# An update and some thoughts



## bfree (Sep 30, 2012)

As many of you know in addition to posting on TAM I also work with people in real life who need help and advice regarding relationships. For almost a year I have been attempting to help a woman deal with her marriage and personal relationship issues. I have posted in a few threads about her and have had PM conversations with some of you as well. I've started this thread not only to provide an update but to show new posters and old lurkers what can be accomplished when you're a nice person that has been dealt a bad blow but has taken charge and taken necessary steps to regain control.

The short background is that this woman who we'll call Jane has been married for 27 years. Her husband was often crude and somewhat abrasive but she loved him anyway and their relationship while it had its ups and downs worked on some level and they were relatively happy. That all began to change a couple of years ago. He started pulling away, became more and more emotionally abusive until she began to search for help to save her marriage. That is when I met her. During our conversations I noted several red flags that to me indicated that he was putting his emotional energy into another person. As she insisted that he didn't have time for a full blown affair I attempted to explain to her what an emotional affair was and had hope that things were still salvageable. Those hopes were dashed when after several months she obtained proof that her husband was indeed having a full blown affair...WITH HER SISTER.

Now normally I do not advocate exposure if the end goal is divorce but in this case I advised Jane to go full on nuclear exposure with anyone and everyone she could. At first she was hesitant but she soon realized that it was a necessary step for her to be able to take control of her life and end the cycle of codependency and guilt she was feeling. She also decided that she could no longer stay in the apartment they were living in and promptly moved out but not before informing the landlord of what her husband had done. The end result of this exposure was that her husband lost his family, lost his job, lost his home and was generally ostracized from the family and the circle of friends they socialized with. He ended up moving in with the sister since she had also been cut off by all family and friends. Since everyone shunned them the exposure had essentially driven them together.

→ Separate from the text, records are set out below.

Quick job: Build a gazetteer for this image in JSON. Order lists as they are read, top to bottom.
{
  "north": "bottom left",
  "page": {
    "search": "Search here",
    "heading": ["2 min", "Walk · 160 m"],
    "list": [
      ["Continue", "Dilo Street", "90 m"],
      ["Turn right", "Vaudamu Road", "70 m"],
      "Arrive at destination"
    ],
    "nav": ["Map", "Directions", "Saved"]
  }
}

Jane was not happy at this point but I reassured her that their union would not last because as we all know solid relationships cannot be built upon rotten foundations. I advised Jane to get into counseling to deal with her codependency issues and to help her heal from the abuse she had endured during the last few years of her marriage. She did and after a few months of therapy she felt confident enough to go out socializing again. She met a man and all indications are that things are going extremely well for them. Jane has also decided to go back to school to finish the degree that she started before she had her first child. As for the husband, he's not doing so well. Jane's sister kicked him out a couple of months ago and he is staying in a rooming house with a guy he met recently. He still doesn't have a steady job and his prospects are few and far between since his old boss was also betrayed by a cheating wife and has put the word out. Jane's sister has attempted to contact members of the family but has been rebuked every time. She is now a very lonely sad individual. We joked that she might as well start collecting cats since they are the only option she will have for friends for the foreseeable future.

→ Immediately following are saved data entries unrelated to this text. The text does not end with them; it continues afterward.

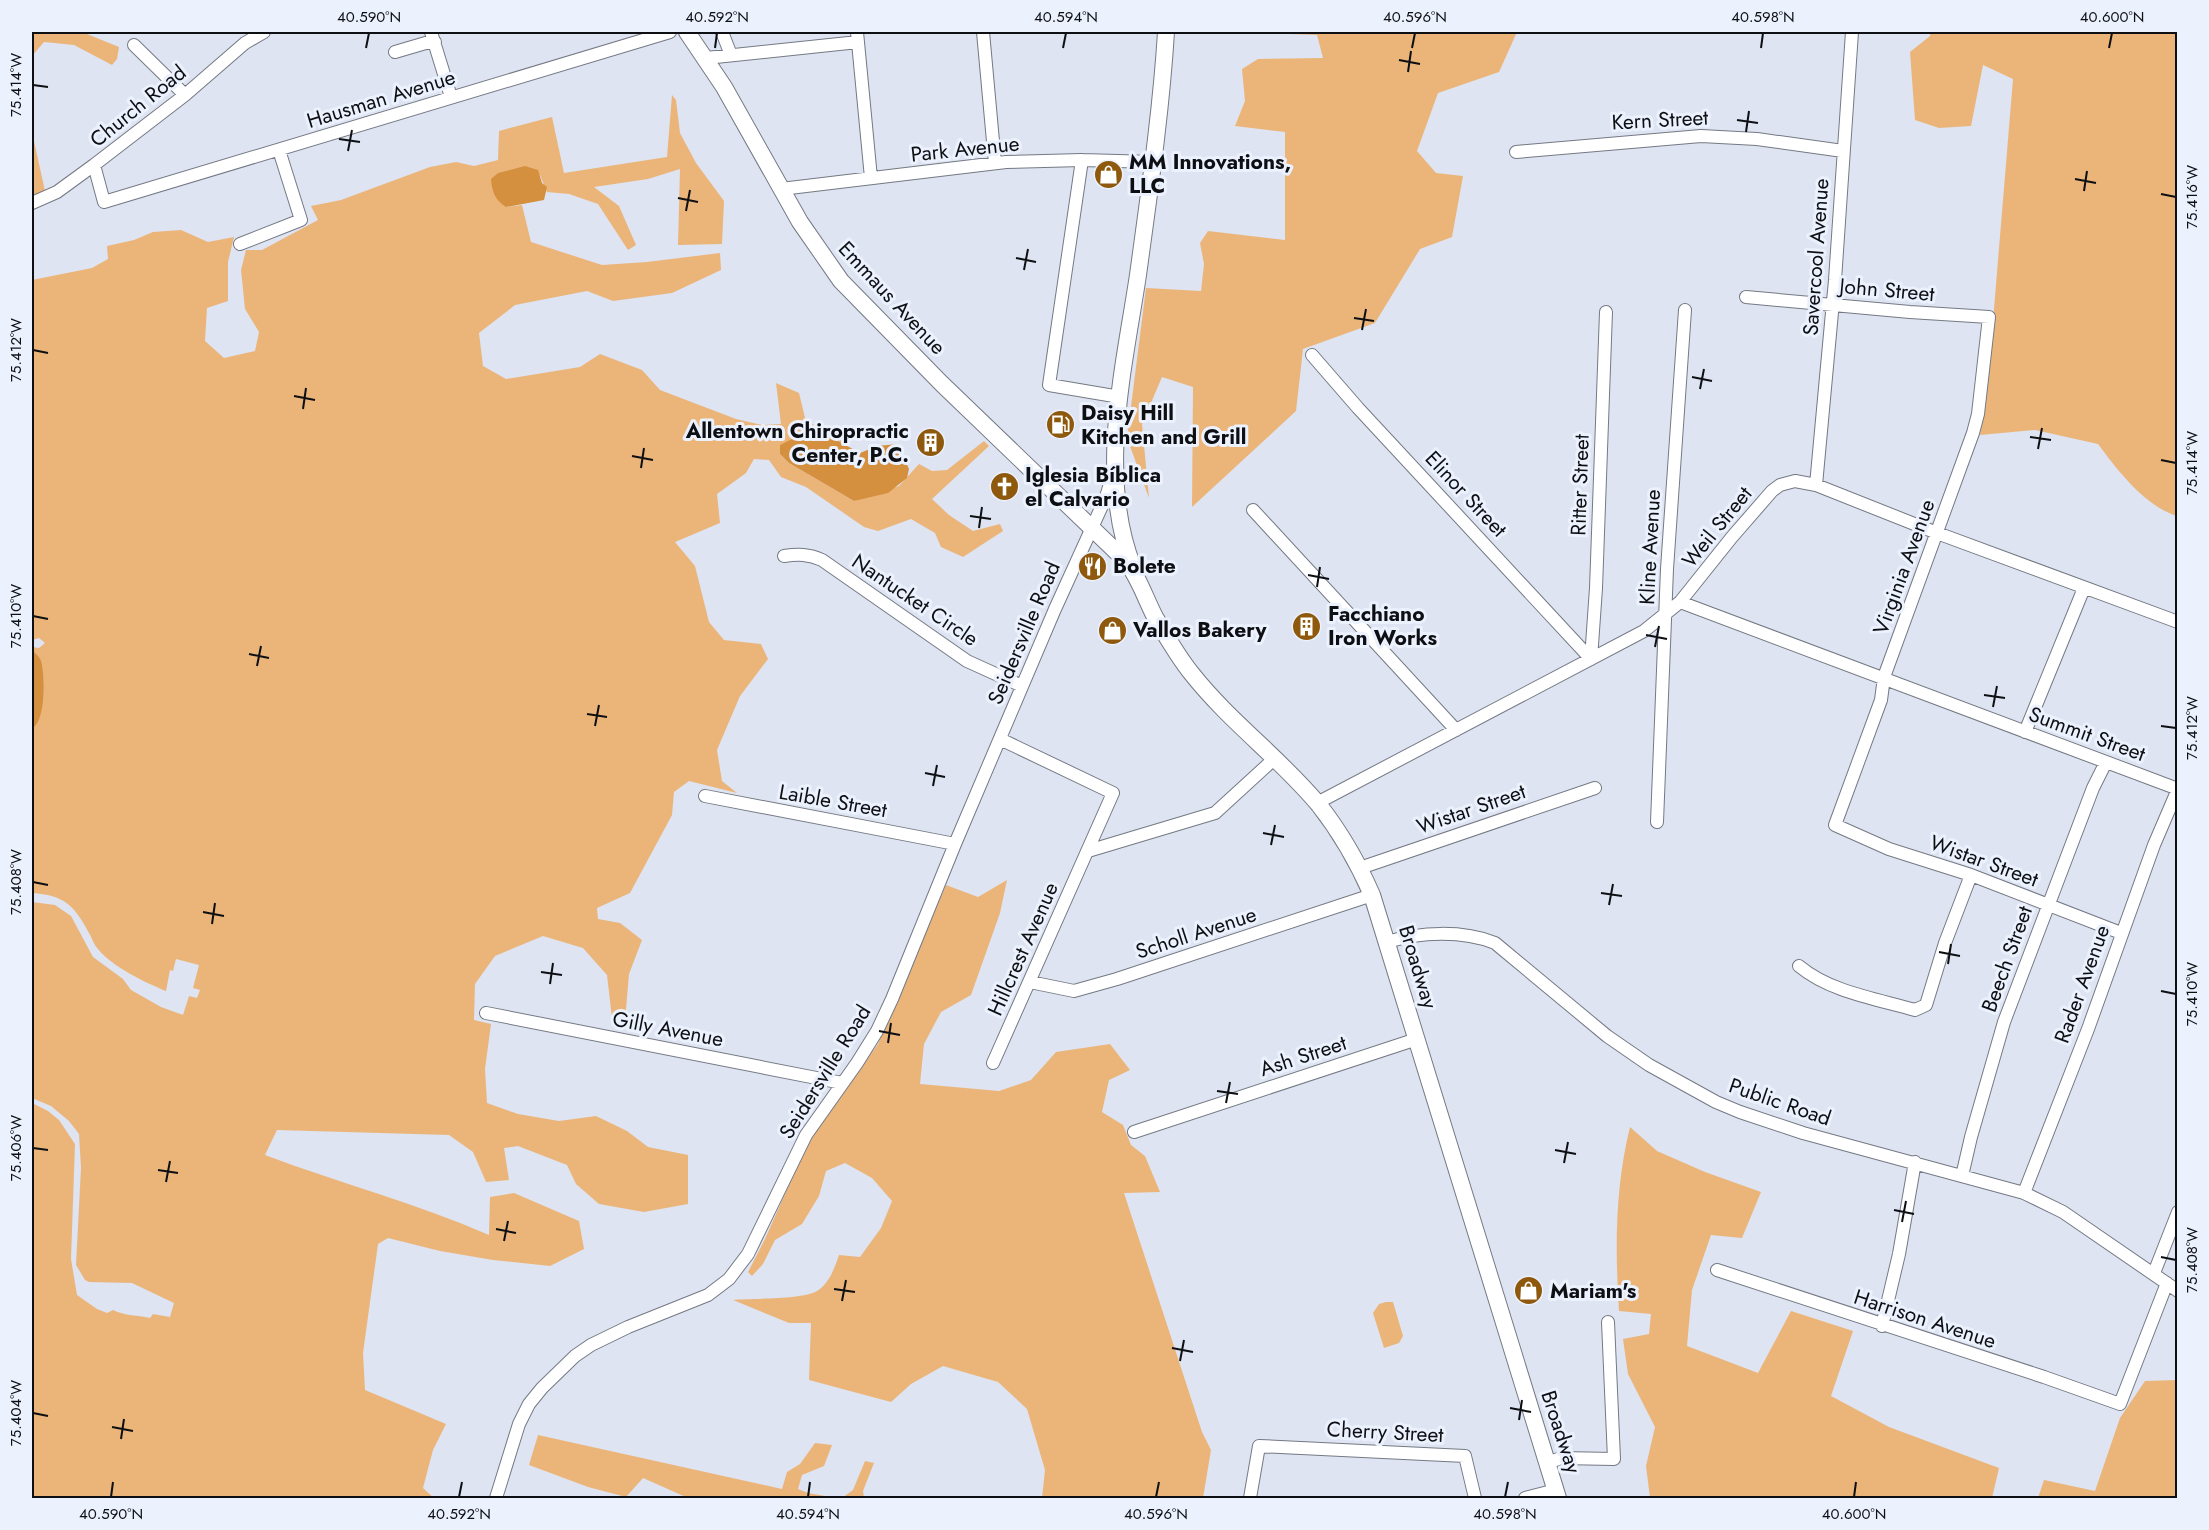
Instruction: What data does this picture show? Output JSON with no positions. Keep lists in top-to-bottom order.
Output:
{
  "streets": {
    "main road": ["Emmaus Avenue", "Broadway"],
    "street": [
      "Hausman Avenue",
      "Church Road",
      "Kern Street",
      "Park Avenue",
      "Savercool Avenue",
      "John Street",
      "Ritter Street",
      "Elinor Street",
      "Weil Street",
      "Kline Avenue",
      "Virginia Avenue",
      "Nantucket Circle",
      "Seidersville Road",
      "Summit Street",
      "Laible Street",
      "Wistar Street",
      "Scholl Avenue",
      "Hillcrest Avenue",
      "Beech Street",
      "Rader Avenue",
      "Gilly Avenue",
      "Ash Street",
      "Public Road",
      "Harrison Avenue",
      "Cherry Street"
    ]
  },
  "crossings": [
    ["Hausman Avenue", "Church Road"],
    ["Kern Street", "Savercool Avenue"],
    ["Park Avenue", "Emmaus Avenue"],
    ["Savercool Avenue", "John Street"],
    ["Savercool Avenue", "Weil Street"],
    ["John Street", "Virginia Avenue"],
    ["Emmaus Avenue", "Seidersville Road"],
    ["Emmaus Avenue", "Broadway"],
    ["Ritter Street", "Elinor Street"],
    ["Ritter Street", "Weil Street"],
    ["Elinor Street", "Weil Street"],
    ["Weil Street", "Kline Avenue"],
    ["Weil Street", "Virginia Avenue"],
    ["Weil Street", "Summit Street"],
    ["Weil Street", "Broadway"],
    ["Virginia Avenue", "Summit Street"],
    ["Virginia Avenue", "Wistar Street"],
    ["Nantucket Circle", "Seidersville Road"],
    ["Seidersville Road", "Laible Street"],
    ["Seidersville Road", "Hillcrest Avenue"],
    ["Seidersville Road", "Broadway"],
    ["Seidersville Road", "Gilly Avenue"],
    ["Summit Street", "Beech Street"],
    ["Summit Street", "Rader Avenue"],
    ["Wistar Street", "Beech Street"],
    ["Wistar Street", "Broadway"],
    ["Wistar Street", "Rader Avenue"],
    ["Scholl Avenue", "Hillcrest Avenue"],
    ["Scholl Avenue", "Broadway"],
    ["Beech Street", "Public Road"],
    ["Broadway", "Ash Street"],
    ["Broadway", "Public Road"],
    ["Rader Avenue", "Public Road"],
    ["Public Road", "Harrison Avenue"]
  ],
  "places": {
    "shop": ["MM Innovations, LLC", "Vallos Bakery", "Mariam's"],
    "fuel station": ["Daisy Hill Kitchen and Grill"],
    "building": ["Allentown Chiropractic Center, P.C.", "Facchiano Iron Works"],
    "church": ["Iglesia Bíblica el Calvario"],
    "restaurant": ["Bolete"]
  },
  "coordinates": [
    "40.590°N",
    "40.592°N",
    "40.594°N",
    "40.596°N",
    "40.598°N",
    "40.600°N",
    "75.414°W",
    "75.416°W",
    "75.412°W",
    "75.410°W",
    "75.408°W",
    "75.406°W",
    "75.404°W"
  ]
}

Now I am not posting this to receive any pats on the back. On the contrary I didn't really do anything - Jane did it all. I just want people to realize that when something like this happens don't sit back and let life walk all over you. Take charge, take action and do the things that are necessary to get yourself back on solid footing. I know its scary and sometimes it will be painful but this is YOUR LIFE. Don't let anyone run it for you.


----------



## ThePheonix (Jan 3, 2013)

As fun as it was to watch these two clowns go down with the ship, the important part is she's now free of the hell she was in and the stagnation that went with it.


----------



## PhillyGuy13 (Nov 29, 2013)

Great outcome for Jane, bfree. I am sure you were more instrumental to her healing than you give yourself credit for.

Great read - especially for many recent posters here struggling with similar situations. There is light at the end of the tunnel.
_Posted via Mobile Device_


----------



## bfree (Sep 30, 2012)

ThePheonix said:


> As fun as it was to watch these two clowns go down with the ship, the important part is she's now free of the hell she was in and the stagnation that went with it.

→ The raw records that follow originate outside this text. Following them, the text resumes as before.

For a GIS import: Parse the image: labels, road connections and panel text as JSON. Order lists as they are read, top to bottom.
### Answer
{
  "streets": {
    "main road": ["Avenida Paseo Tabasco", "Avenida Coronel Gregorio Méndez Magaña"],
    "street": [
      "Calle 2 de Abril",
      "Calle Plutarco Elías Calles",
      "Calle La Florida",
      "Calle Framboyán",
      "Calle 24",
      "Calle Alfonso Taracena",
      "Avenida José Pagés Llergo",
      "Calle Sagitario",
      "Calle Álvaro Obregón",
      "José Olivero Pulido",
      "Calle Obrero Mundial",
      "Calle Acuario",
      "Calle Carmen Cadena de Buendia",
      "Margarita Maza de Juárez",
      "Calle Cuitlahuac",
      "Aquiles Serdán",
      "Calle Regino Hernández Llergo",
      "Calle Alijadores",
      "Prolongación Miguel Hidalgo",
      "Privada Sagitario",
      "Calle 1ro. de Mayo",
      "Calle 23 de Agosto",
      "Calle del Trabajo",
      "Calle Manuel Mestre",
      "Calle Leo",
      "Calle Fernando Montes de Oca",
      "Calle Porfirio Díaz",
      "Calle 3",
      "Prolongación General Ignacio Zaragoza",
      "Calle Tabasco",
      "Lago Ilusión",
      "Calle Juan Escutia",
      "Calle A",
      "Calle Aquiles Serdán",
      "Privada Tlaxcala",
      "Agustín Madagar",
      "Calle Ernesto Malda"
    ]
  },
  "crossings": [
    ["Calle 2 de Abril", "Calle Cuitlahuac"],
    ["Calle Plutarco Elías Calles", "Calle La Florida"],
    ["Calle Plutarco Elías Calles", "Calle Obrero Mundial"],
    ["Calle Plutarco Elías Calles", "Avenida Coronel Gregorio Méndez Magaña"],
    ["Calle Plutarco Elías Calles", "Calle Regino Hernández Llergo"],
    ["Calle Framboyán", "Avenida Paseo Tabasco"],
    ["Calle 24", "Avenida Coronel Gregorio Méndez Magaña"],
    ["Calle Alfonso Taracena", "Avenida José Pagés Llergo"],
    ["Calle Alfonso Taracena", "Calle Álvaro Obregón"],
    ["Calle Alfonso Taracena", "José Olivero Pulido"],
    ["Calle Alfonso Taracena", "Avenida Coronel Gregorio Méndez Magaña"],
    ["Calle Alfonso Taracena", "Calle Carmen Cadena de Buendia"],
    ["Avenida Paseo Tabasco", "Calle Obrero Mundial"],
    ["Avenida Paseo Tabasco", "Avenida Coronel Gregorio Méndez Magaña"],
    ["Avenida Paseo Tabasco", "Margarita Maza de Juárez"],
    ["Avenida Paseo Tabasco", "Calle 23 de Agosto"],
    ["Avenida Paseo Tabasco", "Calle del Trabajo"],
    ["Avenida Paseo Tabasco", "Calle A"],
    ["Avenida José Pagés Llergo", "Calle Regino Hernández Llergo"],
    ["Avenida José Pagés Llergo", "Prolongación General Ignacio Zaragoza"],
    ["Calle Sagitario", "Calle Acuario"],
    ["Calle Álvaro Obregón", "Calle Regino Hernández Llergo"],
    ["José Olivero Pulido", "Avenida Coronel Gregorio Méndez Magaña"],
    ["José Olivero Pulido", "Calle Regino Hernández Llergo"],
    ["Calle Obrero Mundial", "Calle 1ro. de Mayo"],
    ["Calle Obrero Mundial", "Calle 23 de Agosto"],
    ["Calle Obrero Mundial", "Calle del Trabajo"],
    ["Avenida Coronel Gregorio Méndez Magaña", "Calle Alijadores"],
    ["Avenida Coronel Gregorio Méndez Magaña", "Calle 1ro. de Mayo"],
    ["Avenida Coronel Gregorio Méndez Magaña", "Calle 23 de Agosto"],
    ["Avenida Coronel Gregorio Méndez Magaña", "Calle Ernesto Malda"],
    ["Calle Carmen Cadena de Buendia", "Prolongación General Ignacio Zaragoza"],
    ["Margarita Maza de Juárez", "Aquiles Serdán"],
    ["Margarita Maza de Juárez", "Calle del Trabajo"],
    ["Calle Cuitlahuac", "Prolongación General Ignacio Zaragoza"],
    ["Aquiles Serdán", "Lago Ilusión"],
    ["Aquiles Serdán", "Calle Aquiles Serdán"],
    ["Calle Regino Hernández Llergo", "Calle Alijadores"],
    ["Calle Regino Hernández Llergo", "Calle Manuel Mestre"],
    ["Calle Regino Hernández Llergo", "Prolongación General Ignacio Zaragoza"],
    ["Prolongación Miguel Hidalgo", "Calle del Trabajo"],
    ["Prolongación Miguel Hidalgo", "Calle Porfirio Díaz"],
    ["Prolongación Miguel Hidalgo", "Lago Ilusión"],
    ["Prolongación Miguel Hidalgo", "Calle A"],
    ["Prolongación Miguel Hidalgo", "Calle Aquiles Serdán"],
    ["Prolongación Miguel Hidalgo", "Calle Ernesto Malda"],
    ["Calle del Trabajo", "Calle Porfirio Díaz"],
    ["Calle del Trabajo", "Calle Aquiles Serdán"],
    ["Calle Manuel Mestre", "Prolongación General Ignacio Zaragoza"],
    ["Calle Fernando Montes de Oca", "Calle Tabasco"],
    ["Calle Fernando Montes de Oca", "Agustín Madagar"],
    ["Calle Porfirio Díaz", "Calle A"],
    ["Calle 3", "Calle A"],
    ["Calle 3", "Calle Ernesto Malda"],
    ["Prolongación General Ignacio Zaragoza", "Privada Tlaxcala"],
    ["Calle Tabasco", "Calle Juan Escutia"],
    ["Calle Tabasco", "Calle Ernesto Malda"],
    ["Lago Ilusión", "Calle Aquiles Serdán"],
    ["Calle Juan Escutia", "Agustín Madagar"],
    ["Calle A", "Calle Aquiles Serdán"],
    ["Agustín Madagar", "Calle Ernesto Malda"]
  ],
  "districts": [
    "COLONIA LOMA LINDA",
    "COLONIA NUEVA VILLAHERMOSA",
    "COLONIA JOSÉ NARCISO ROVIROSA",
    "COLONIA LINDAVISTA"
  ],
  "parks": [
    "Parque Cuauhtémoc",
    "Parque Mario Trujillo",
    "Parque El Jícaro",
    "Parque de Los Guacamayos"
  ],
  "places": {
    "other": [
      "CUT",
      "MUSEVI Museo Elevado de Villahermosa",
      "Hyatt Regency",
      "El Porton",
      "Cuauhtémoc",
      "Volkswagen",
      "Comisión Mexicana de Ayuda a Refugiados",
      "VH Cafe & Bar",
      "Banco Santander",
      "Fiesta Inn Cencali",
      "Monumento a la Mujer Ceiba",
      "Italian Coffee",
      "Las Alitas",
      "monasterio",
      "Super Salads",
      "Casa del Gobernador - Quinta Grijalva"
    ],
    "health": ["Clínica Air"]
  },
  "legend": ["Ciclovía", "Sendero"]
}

Yes, we spent many days and nights crying. My wife was awesome as well giving her encouragement and providing positive support and feedback. It's so good to see her actually smile now. She's so much stronger and more resolute that even if she once again faced adversity she would handle it with confidence and grace.


PhillyGuy13 said:


> Great outcome for Jane, bfree. I am sure you were more instrumental to her healing than you give yourself credit for.
> 
> Great read - especially for many recent posters here struggling with similar situations. There is light at the end of the tunnel.
> _Posted via Mobile Device_


----------



## Acoa (Sep 21, 2012)

Glad Jane was able to take charge and navigate her way into a better place. Too often the BS accepts the shame and blame shifting and is embarrassed to expose. I've seen it with friends in a couple different support groups. But once convinced to expose, not a single one has regretted it. They all received overwhelming support from family and friends, and eventually wound up wondering why they feared exposure so much in the first place.


----------



## MattMatt (May 19, 2012)

The affair with the sister probably wasn't his first time as a Clown in the infidelity rodeo.


----------



## bfree (Sep 30, 2012)

MattMatt said:


> The affair with the sister probably wasn't his first time as a Clown in the infidelity rodeo.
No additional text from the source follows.